Telejornal — Não é estranho desenvolver o papel escrito por dois autores e passar a interpretá-lo sob o comando de outro?
Bete — É um pouco. O que aconteceu é que a mudança nos pegou de surpresa. Causou certa apreensão. O elenco não teve muito contato com o Vicente Sesso antes da sua chegada. Ficamos inseguros quanto a nossos contratos e aos rumos do trabalho. Mas tudo bem, o ator tem de ter esse dom de adaptação, essa capacidade de suavizar as coisas.
Telejornal — O que Vicente Sesso mudou no Fabrício?
Bete — O Sesso está quase estabelecendo um romance entre Fabrício e Ricardo. Não sei se os outros autores fariam o mesmo. Provavelmente sim, pois o romance já estava previsto.
Telejornal — Sesso disse que Fabrício "não enganava ninguém" e que tinha intenção de tirá-lo da novela. Ele disse isso a você?
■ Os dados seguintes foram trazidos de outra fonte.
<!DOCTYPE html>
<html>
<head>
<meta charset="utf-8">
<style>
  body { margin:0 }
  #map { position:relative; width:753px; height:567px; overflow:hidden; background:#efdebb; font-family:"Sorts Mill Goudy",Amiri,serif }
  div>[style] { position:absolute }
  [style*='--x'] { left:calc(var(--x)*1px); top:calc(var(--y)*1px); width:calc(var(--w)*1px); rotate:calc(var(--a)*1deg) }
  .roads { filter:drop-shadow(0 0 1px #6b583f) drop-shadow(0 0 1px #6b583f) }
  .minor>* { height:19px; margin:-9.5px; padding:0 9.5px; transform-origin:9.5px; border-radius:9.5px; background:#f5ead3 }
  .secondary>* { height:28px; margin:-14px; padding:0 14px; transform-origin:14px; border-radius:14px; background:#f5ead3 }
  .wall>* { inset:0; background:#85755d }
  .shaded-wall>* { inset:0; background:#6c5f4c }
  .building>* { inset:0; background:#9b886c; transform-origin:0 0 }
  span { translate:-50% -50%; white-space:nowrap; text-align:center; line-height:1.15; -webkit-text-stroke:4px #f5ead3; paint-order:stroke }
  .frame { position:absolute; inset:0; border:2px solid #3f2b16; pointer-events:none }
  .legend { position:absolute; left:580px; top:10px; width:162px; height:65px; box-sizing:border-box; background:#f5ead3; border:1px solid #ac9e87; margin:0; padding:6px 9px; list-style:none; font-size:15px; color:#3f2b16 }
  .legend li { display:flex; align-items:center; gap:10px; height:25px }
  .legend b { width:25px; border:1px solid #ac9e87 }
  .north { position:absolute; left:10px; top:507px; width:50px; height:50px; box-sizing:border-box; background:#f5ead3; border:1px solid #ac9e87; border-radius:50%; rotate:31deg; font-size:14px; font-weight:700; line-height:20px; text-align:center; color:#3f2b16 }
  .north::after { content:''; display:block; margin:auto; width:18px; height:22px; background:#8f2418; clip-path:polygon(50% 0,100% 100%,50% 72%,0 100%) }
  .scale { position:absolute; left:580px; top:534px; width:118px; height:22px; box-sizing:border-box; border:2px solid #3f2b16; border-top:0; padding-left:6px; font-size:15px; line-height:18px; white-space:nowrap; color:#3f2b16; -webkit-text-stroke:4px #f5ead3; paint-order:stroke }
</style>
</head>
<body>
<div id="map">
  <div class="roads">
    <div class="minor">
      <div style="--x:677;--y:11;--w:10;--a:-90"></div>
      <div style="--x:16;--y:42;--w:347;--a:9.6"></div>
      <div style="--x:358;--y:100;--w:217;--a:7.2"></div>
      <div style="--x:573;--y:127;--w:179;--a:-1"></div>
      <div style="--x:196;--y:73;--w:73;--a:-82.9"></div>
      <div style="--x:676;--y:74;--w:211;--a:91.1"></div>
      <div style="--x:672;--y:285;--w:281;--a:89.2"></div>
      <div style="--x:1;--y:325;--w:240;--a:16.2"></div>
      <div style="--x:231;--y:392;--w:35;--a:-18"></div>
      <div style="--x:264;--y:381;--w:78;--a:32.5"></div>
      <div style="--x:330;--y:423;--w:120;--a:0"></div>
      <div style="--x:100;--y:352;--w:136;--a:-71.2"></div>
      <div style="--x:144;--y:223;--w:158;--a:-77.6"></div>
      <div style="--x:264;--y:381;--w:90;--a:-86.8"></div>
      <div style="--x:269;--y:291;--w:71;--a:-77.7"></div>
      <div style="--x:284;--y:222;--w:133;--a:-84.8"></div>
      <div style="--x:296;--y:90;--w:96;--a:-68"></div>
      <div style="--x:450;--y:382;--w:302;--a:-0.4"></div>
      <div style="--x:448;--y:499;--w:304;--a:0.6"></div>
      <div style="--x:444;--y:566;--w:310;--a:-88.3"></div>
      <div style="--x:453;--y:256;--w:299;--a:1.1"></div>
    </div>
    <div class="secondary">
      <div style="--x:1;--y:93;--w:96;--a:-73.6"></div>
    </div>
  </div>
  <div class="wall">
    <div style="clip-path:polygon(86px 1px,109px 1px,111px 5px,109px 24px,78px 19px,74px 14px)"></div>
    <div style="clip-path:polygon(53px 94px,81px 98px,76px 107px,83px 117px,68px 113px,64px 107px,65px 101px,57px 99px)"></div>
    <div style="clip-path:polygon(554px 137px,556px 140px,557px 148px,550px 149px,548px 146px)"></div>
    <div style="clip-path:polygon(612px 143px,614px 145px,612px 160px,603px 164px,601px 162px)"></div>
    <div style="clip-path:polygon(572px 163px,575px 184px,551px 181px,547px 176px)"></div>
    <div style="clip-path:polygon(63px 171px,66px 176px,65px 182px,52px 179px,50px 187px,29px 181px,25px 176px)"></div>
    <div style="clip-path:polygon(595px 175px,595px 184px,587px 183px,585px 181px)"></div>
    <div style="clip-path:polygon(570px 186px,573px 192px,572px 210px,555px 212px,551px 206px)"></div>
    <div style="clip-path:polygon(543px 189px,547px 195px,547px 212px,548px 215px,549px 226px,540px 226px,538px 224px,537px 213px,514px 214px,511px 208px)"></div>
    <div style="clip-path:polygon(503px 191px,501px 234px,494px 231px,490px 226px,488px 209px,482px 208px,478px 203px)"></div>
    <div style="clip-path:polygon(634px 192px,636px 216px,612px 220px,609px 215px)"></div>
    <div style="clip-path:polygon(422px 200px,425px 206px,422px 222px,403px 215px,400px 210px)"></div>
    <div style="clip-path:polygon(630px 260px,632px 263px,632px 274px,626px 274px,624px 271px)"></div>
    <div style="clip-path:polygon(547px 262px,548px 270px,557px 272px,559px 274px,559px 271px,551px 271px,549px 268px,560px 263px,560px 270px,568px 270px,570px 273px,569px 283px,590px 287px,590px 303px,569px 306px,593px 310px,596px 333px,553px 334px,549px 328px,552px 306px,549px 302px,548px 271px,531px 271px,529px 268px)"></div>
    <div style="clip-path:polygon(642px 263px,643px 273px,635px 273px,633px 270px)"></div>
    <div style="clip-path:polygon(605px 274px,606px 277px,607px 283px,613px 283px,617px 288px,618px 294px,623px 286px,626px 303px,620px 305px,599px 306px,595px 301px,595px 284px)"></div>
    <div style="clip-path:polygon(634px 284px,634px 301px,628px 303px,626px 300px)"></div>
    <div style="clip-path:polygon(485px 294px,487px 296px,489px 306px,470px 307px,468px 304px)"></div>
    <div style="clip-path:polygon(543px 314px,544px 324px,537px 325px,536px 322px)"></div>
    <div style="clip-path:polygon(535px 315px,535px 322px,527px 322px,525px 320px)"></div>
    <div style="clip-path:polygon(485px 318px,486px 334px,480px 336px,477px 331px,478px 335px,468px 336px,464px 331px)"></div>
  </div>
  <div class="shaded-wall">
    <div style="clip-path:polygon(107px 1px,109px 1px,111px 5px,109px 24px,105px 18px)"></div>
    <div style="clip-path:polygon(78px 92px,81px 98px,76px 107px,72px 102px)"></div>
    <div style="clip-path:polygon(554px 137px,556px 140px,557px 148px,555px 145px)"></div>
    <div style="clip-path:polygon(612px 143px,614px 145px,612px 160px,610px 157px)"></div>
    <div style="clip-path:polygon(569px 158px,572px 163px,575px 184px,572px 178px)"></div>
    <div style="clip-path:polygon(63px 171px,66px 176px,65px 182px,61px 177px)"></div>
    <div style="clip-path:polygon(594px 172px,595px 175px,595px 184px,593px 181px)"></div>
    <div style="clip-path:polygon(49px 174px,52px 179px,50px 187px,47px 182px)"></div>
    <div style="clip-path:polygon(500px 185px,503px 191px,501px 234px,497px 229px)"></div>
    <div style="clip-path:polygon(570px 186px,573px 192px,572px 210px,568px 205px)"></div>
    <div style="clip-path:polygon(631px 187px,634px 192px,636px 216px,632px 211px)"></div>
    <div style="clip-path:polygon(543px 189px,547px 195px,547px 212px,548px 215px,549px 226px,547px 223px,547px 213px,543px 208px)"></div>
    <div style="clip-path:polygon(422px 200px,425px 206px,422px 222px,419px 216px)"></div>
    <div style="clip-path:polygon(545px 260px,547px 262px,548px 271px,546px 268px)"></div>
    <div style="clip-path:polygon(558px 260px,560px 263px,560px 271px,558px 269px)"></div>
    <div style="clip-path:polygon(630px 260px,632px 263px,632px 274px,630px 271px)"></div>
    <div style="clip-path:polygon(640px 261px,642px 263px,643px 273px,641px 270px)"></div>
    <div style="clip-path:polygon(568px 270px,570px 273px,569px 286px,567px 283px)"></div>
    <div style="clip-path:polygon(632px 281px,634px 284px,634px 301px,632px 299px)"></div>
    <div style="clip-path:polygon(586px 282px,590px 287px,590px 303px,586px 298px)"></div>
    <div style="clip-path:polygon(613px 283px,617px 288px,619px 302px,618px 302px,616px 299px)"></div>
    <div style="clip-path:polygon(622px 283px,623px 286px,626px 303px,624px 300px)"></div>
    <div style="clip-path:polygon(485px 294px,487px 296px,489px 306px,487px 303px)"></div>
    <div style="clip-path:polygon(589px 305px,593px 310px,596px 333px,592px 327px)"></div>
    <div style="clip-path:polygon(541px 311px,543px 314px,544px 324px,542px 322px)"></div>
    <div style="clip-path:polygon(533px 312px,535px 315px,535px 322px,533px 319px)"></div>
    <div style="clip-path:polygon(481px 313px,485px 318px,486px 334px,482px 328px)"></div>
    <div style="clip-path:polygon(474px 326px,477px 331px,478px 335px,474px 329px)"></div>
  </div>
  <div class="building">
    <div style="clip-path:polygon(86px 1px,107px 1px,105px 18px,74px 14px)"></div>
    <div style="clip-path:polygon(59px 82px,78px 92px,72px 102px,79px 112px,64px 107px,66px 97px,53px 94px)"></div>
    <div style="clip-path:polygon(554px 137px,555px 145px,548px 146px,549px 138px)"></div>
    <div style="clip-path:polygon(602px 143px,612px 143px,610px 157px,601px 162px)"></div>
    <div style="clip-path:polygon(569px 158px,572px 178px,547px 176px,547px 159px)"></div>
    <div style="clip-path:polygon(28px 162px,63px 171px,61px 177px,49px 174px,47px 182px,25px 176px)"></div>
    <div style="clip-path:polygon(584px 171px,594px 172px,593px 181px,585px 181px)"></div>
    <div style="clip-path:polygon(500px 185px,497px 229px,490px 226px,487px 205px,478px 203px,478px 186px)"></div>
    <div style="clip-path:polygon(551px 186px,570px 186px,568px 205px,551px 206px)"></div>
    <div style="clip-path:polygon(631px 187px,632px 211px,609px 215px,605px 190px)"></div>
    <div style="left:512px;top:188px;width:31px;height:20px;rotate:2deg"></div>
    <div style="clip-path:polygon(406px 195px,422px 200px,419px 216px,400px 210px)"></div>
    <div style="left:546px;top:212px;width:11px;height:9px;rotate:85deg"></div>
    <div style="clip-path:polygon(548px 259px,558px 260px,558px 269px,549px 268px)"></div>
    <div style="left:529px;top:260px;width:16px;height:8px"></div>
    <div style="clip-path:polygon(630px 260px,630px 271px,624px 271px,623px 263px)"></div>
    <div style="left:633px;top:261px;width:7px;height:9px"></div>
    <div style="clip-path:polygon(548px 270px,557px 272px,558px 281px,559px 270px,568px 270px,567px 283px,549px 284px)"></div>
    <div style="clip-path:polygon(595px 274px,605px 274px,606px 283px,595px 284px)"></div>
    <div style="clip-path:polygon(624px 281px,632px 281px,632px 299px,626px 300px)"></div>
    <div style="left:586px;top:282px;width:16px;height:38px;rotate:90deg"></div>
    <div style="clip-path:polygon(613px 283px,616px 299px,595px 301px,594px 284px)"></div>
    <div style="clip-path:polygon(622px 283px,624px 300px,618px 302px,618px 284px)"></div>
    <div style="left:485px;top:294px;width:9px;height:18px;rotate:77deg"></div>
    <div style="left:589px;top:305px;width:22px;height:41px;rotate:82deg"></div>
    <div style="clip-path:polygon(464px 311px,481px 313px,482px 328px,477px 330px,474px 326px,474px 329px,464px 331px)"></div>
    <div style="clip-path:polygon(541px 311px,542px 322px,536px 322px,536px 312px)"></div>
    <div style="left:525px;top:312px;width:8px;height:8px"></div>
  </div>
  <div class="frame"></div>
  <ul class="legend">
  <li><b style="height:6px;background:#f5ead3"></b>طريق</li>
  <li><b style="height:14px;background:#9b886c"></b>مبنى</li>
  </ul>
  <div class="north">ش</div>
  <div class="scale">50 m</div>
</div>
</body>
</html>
Bete — Não tivemos contato antes dele assumir a autoria. E não dá para saber se aquilo que é publicado realmente foi dito. O que ele me disse pessoalmente foi que nunca havia dito essas coisas e que adorava o personagem.
Telejornal — Todas estas dificuldades chegaram a atrapalhar seu desempenho?
Bete — Chegou um momento que sim. Foi quando ele começou a redirecionar os conflitos. Eu me senti sem saber aonde ir.
Telejornal — E agora, como está o clima entre os atores?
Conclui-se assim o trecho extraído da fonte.